For the Doe Run legislation, the override passed with 10 Democratic supporters and a one-vote cushion in the House as nine Republicans did not support the override. It cleared the Senate with three extra votes, as two Republicans who voted "no" were offset by four Democrats voting "yes."

Doe Run mines and smelts ore and recycles lead for new uses at eastern Missouri facilities that employee about 1,600 people. The company is facing numerous lawsuits and has said a costly jury judgment could drive it out of business. The legislation prohibits punitive damages related to mining sites that stopped operating before 1975 and for which the owners are making "good faith efforts to remediate such sites." If there are not such efforts, punitive damages will be capped at $2.5 million.
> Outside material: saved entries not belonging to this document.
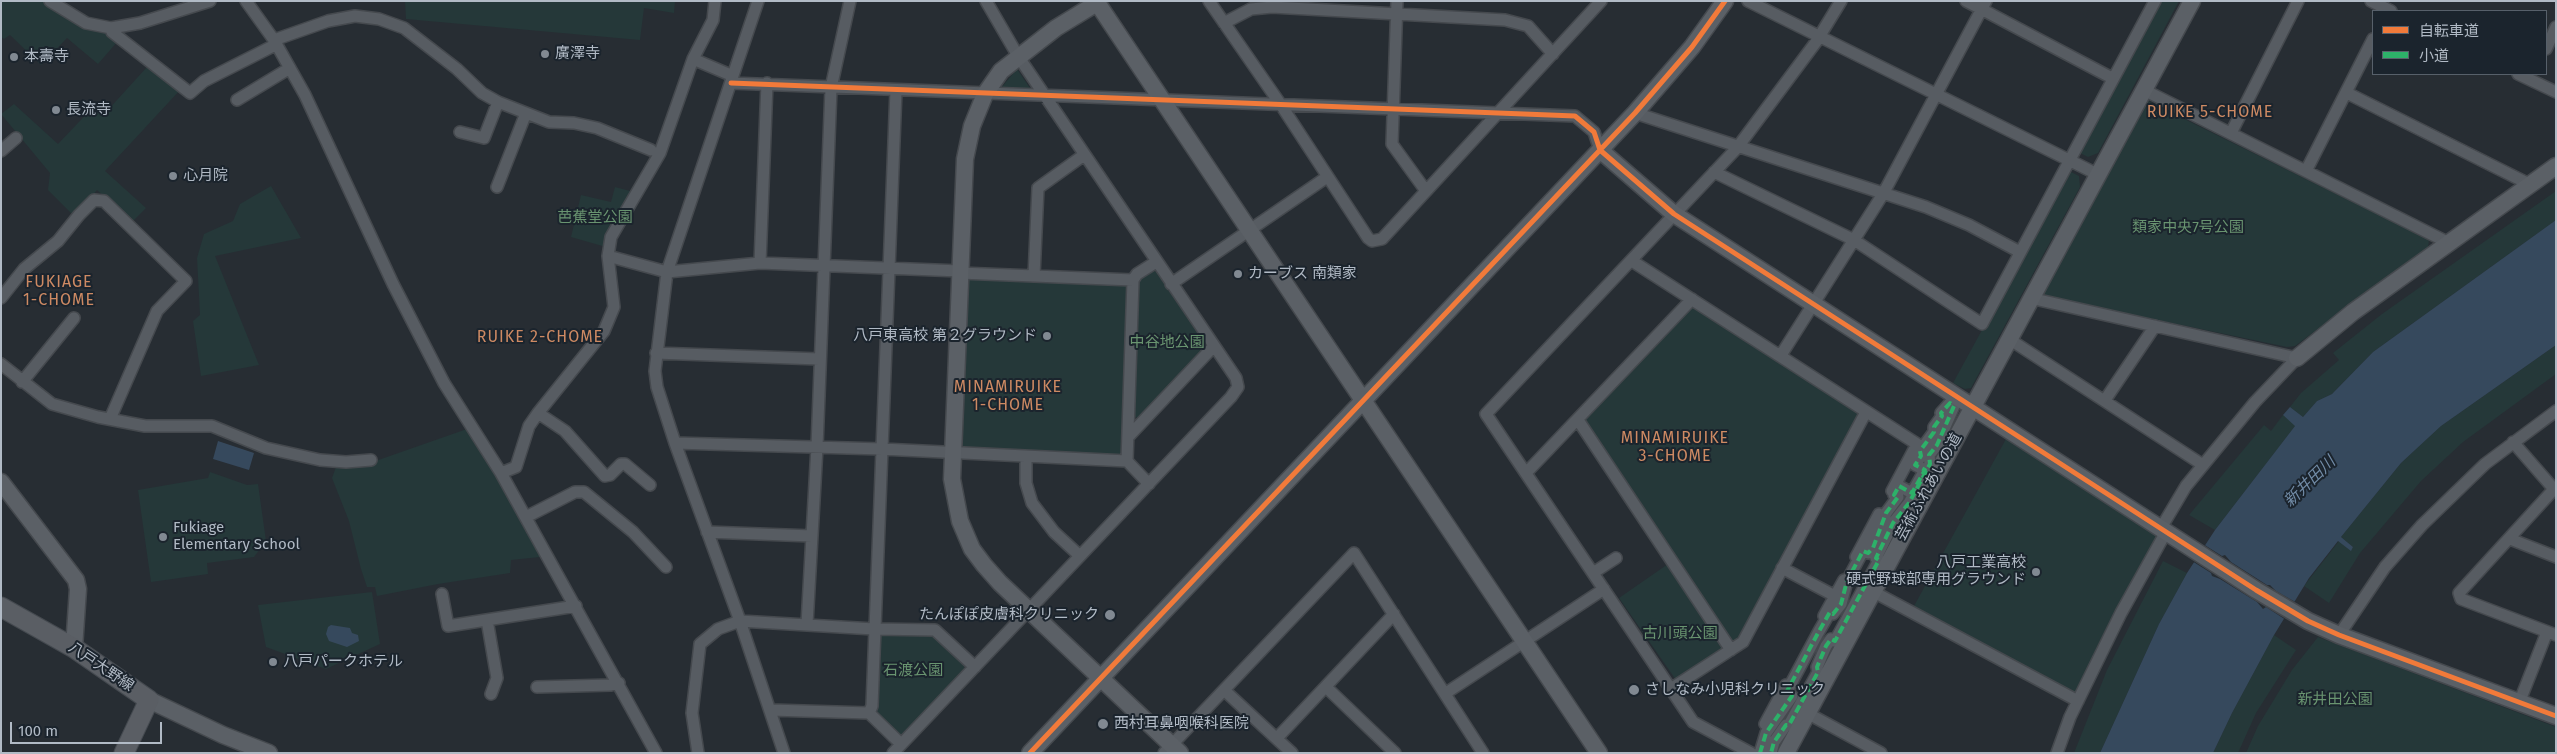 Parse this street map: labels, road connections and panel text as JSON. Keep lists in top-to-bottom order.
{
  "streets": {
    "main road": ["八戸大野線"],
    "street": ["芸術ふれあいの道"]
  },
  "districts": [
    "RUIKE 5-CHOME",
    "FUKIAGE 1-CHOME",
    "RUIKE 2-CHOME",
    "MINAMIRUIKE 1-CHOME",
    "MINAMIRUIKE 3-CHOME"
  ],
  "water": ["新井田川"],
  "parks": [
    "芭蕉堂公園",
    "類家中央7号公園",
    "中谷地公園",
    "古川頭公園",
    "石渡公園",
    "新井田公園"
  ],
  "places": [
    "廣澤寺",
    "本壽寺",
    "長流寺",
    "心月院",
    "カーブス 南類家",
    "八戸東高校 第２グラウンド",
    "Fukiage Elementary School",
    "八戸工業高校 硬式野球部専用グラウンド",
    "たんぽぽ皮膚科クリニック",
    "八戸パークホテル",
    "さしなみ小児科クリニック",
    "西村耳鼻咽喉科医院"
  ],
  "legend": ["自転車道", "小道"],
  "scale_bar": "100 m"
} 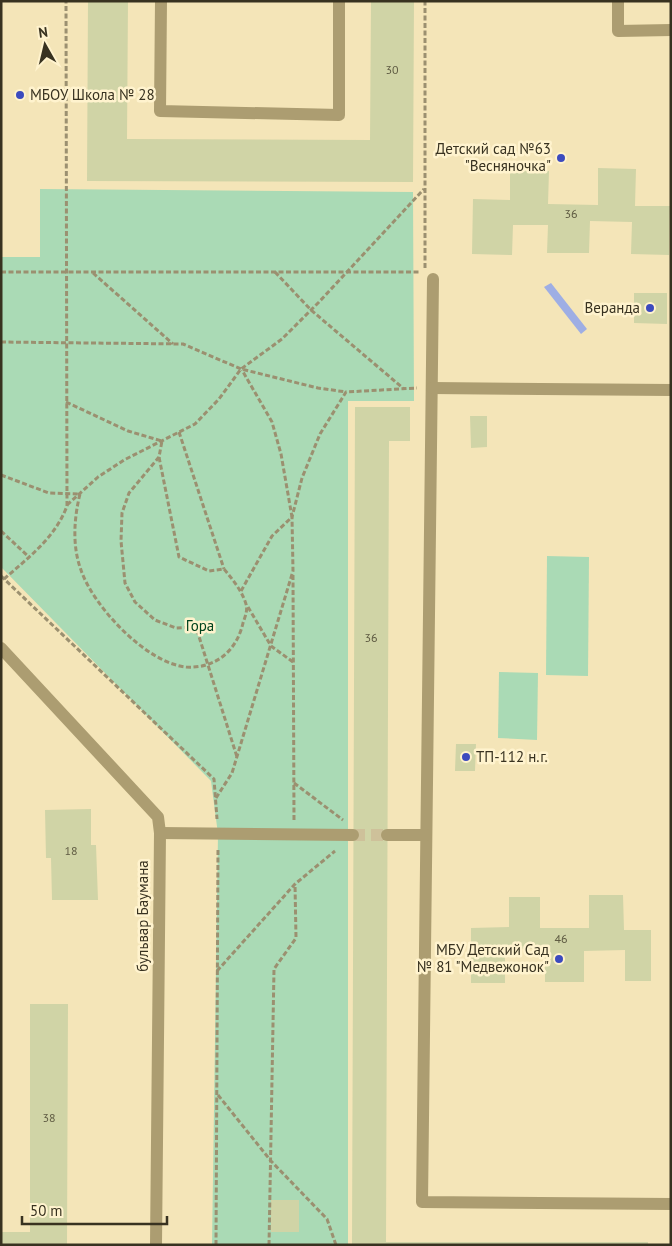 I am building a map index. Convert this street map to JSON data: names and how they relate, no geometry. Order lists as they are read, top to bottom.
{
  "streets": {
    "street": ["бульвар Баумана"]
  },
  "parks": ["Гора"],
  "places": [
    "МБОУ Школа № 28",
    "Детский сад №63 \"Весняночка\"",
    "Веранда",
    "ТП-112 н.г.",
    "МБУ Детский Сад № 81 \"Медвежонок\""
  ],
  "house_numbers": [
    "30",
    "36",
    "36",
    "18",
    "46",
    "38"
  ],
  "scale_bar": "50 m",
  "north": "top"
}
Several House Democrats also were substitutes for Republican "no" votes on legislation attempting to nullify some federal gun laws. The gun bill passed the House with 109 votes and was one vote short in the Senate, where the top two Republicans leaders voted to sustain Nixon's veto.
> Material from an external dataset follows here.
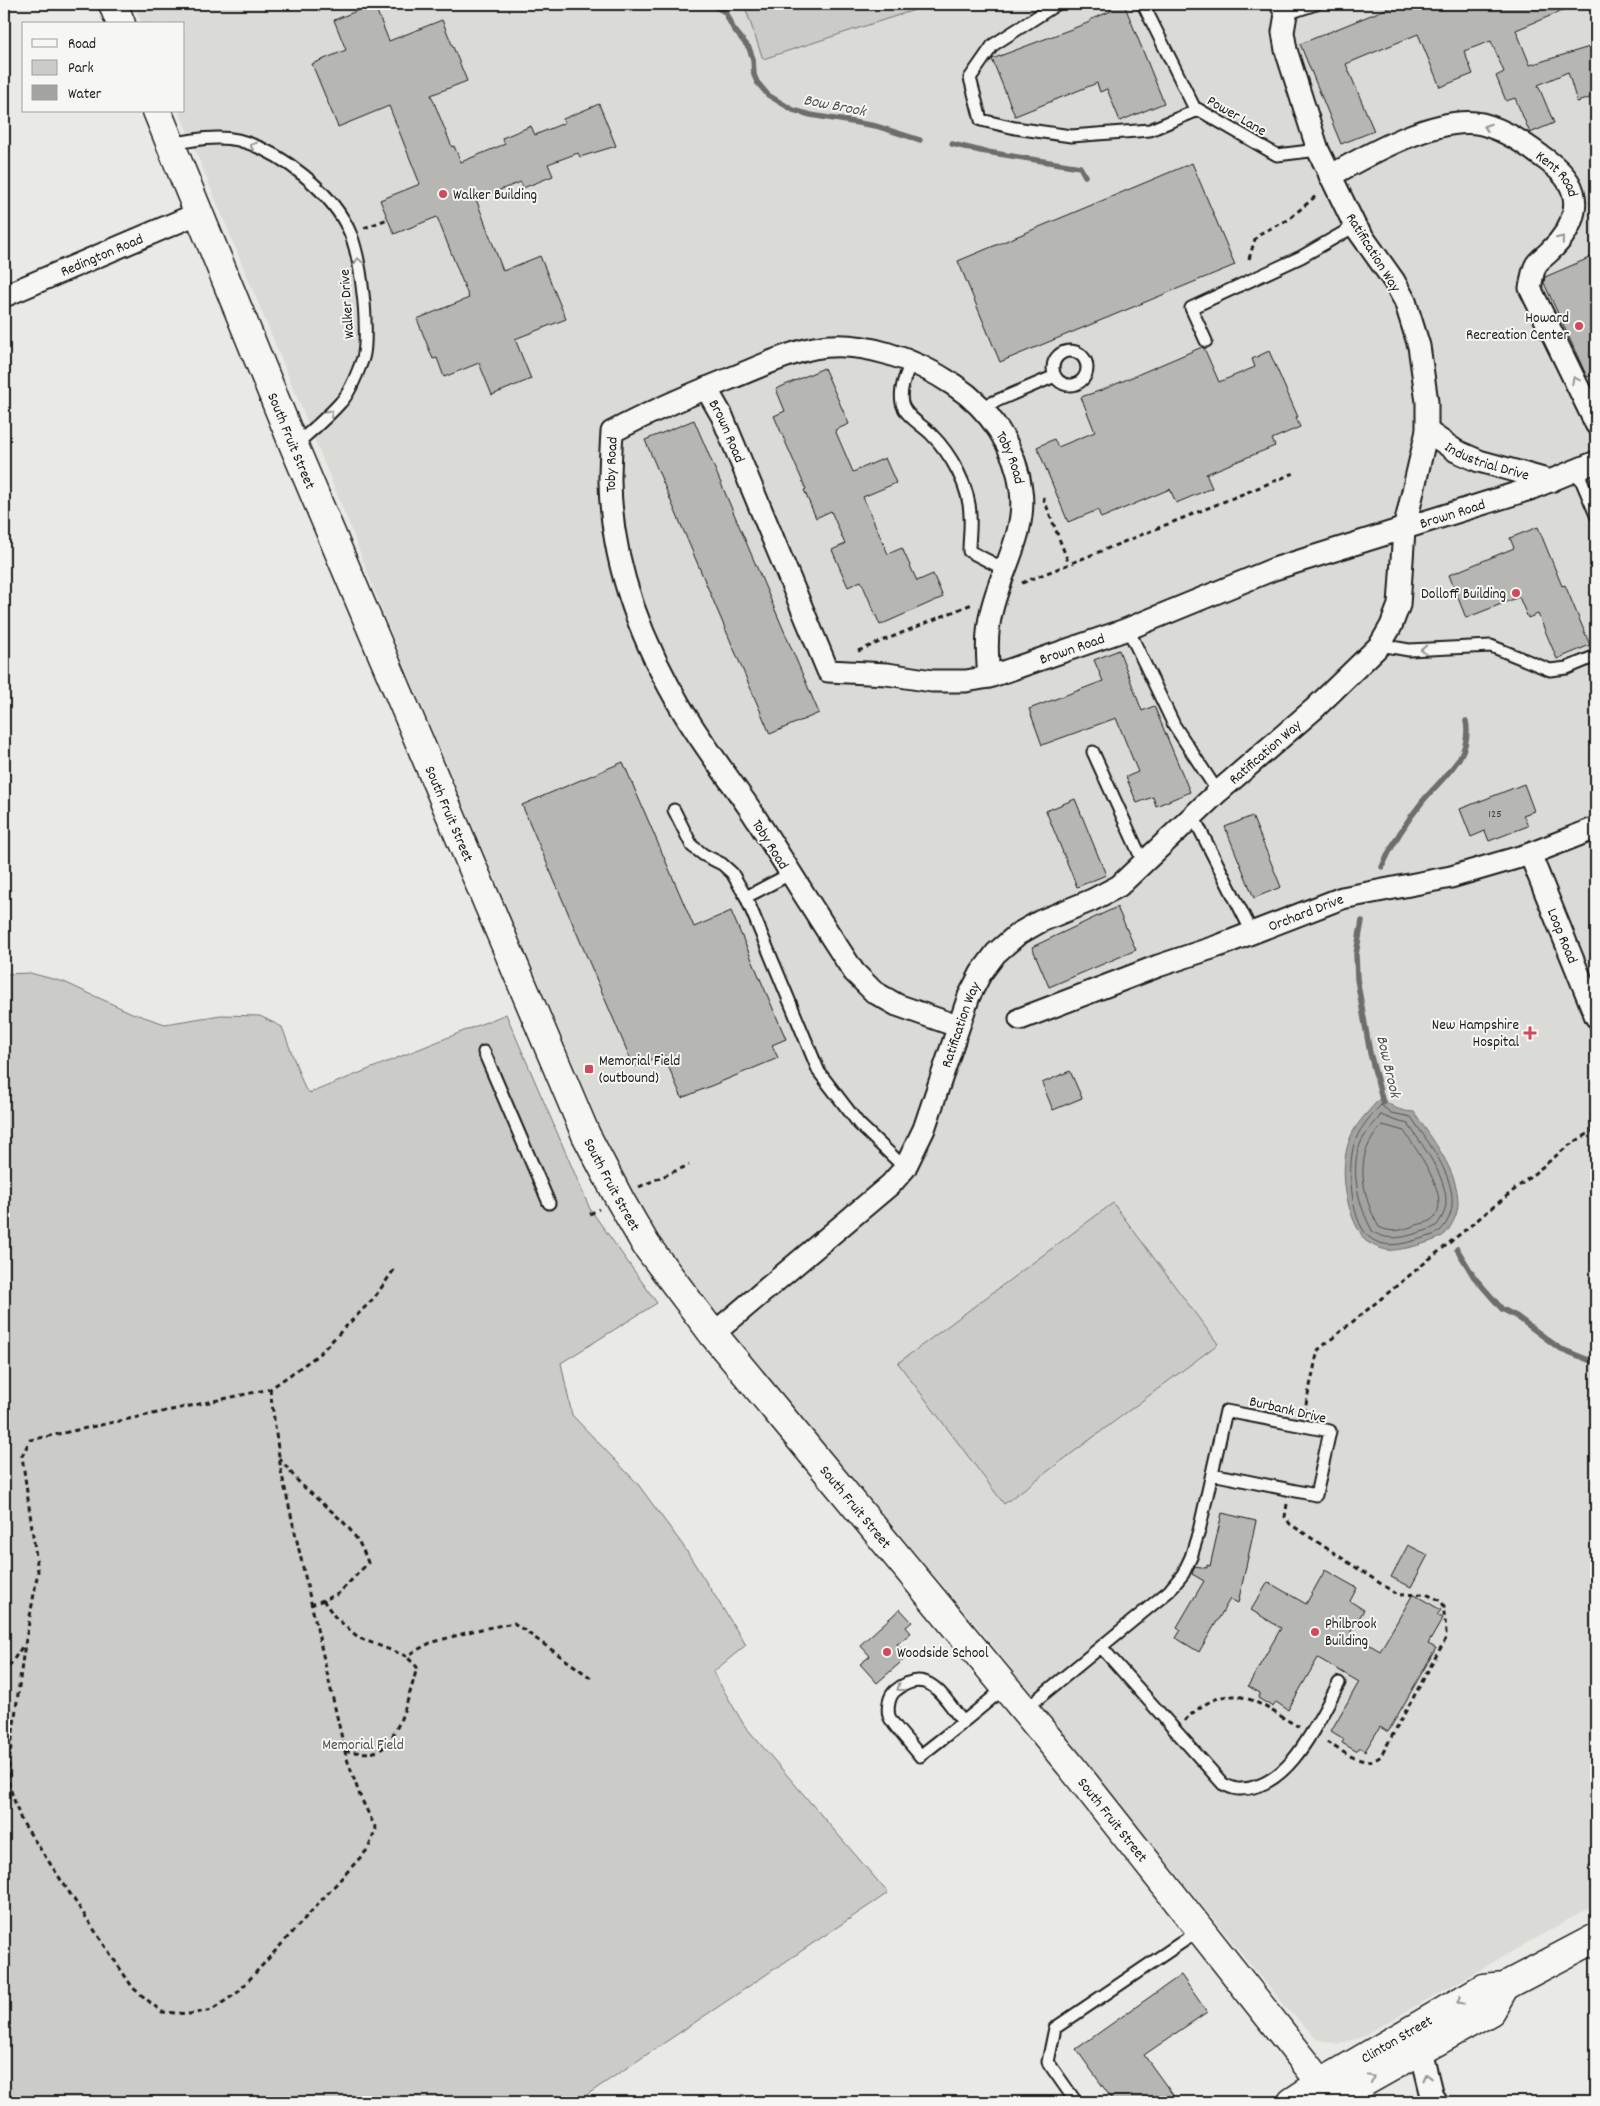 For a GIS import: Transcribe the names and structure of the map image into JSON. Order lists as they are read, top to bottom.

Various House Republicans broke away on bills that were overridden or sustained in tight votes, but the most prominent break was for a tax-cutting bill that fell well short of an override with no Democrats offsetting the loss of 15 Republicans.

The wrangling over this year's veto overrides made clear that the perfect party cohesiveness needed for Republicans to turn a House supermajority into an active veto-proof majority is not a certainty. But there also is no guarantee that House Democrats can hold their members in line long enough to capitalize on any GOP fractures.
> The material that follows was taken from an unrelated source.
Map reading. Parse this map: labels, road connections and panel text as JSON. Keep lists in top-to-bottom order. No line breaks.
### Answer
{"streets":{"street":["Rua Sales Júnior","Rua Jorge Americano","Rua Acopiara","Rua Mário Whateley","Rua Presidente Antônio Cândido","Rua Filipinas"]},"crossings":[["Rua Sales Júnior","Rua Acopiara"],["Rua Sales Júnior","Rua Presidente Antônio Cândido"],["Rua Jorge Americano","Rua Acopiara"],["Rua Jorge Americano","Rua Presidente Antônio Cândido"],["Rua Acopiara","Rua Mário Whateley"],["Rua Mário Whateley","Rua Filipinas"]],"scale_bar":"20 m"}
House Minority Leader Jacob Hummel said his members can vote based upon their districts.

"We don't threaten our people. We don't twist their arms," said Hummel, D-St. Louis. "We try to keep our members informed and hope that they vote the right way. But at the end of the day, they have to vote their district, and we are not in the habit of punishing our members."

It might not count as punishment, but House Speaker Tim Jones said there could be "a bit of tough love" and "heart-to-heart" conversations with some Republican lawmakers. He said going too far risks weakening the veto-proof-majority hammer for the 2014 session.

"If I want to pass another tax cut bill or a labor reform bill or a tort reform bill, I will need 109 people potentially. If I don't maintain the trust and cooperation and support of my caucus, then you can just write off any veto override right now," said Jones, R-Eureka.

Among the Republicans that voted against an override was state Rep. Jay Barnes, an attorney who represents Jefferson City. He supported overriding the tax cut but voted against the gun legislation, the Doe Run measure and several others. That included a bill that ended up two votes short of an override and another that lost by a single vote.

Barnes said he considers his conscience and his constituents and that if there is an issue that would make the legislation a bad law, he votes against it.

"There is nothing Republican or conservative about flouting the constitution or immunizing the behavior of people who harm others," he said.